== What you should do ==
Send back exactly the lines from the opening line of the records below through the one with "Convert the map".

** Given information follows **

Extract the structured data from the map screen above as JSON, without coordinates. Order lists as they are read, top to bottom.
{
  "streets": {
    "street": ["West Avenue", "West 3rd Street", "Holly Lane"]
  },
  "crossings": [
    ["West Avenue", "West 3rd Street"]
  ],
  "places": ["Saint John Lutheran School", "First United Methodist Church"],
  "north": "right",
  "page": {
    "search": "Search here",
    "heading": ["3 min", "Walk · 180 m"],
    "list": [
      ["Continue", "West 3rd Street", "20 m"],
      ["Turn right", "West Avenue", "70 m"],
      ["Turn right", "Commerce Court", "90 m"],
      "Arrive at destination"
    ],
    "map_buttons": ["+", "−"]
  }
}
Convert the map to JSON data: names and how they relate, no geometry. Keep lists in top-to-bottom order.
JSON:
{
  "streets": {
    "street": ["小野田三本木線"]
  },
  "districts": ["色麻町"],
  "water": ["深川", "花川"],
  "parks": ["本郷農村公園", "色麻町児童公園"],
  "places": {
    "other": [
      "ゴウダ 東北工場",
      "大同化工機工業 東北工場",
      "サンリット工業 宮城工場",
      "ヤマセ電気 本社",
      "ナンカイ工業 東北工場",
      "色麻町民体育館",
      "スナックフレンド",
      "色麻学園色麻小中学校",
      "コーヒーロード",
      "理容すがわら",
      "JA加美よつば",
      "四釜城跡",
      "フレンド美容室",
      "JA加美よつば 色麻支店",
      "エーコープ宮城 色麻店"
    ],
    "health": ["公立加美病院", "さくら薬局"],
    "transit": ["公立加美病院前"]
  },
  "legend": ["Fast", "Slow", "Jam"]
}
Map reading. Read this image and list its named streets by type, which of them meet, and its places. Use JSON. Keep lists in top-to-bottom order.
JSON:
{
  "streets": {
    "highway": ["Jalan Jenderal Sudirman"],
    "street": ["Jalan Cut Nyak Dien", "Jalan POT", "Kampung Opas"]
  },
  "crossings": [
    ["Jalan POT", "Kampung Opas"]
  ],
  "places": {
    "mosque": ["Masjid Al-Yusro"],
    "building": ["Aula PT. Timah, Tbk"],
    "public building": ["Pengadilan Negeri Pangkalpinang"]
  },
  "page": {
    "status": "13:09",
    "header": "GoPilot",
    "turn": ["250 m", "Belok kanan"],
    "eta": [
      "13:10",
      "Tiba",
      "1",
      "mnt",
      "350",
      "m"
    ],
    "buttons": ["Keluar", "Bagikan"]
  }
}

** End of Given information **

== Result ==
Extract the structured data from the map screen above as JSON, without coordinates. Order lists as they are read, top to bottom.
{
  "streets": {
    "street": ["West Avenue", "West 3rd Street", "Holly Lane"]
  },
  "crossings": [
    ["West Avenue", "West 3rd Street"]
  ],
  "places": ["Saint John Lutheran School", "First United Methodist Church"],
  "north": "right",
  "page": {
    "search": "Search here",
    "heading": ["3 min", "Walk · 180 m"],
    "list": [
      ["Continue", "West 3rd Street", "20 m"],
      ["Turn right", "West Avenue", "70 m"],
      ["Turn right", "Commerce Court", "90 m"],
      "Arrive at destination"
    ],
    "map_buttons": ["+", "−"]
  }
}
Convert the map to JSON data: names and how they relate, no geometry. Keep lists in top-to-bottom order.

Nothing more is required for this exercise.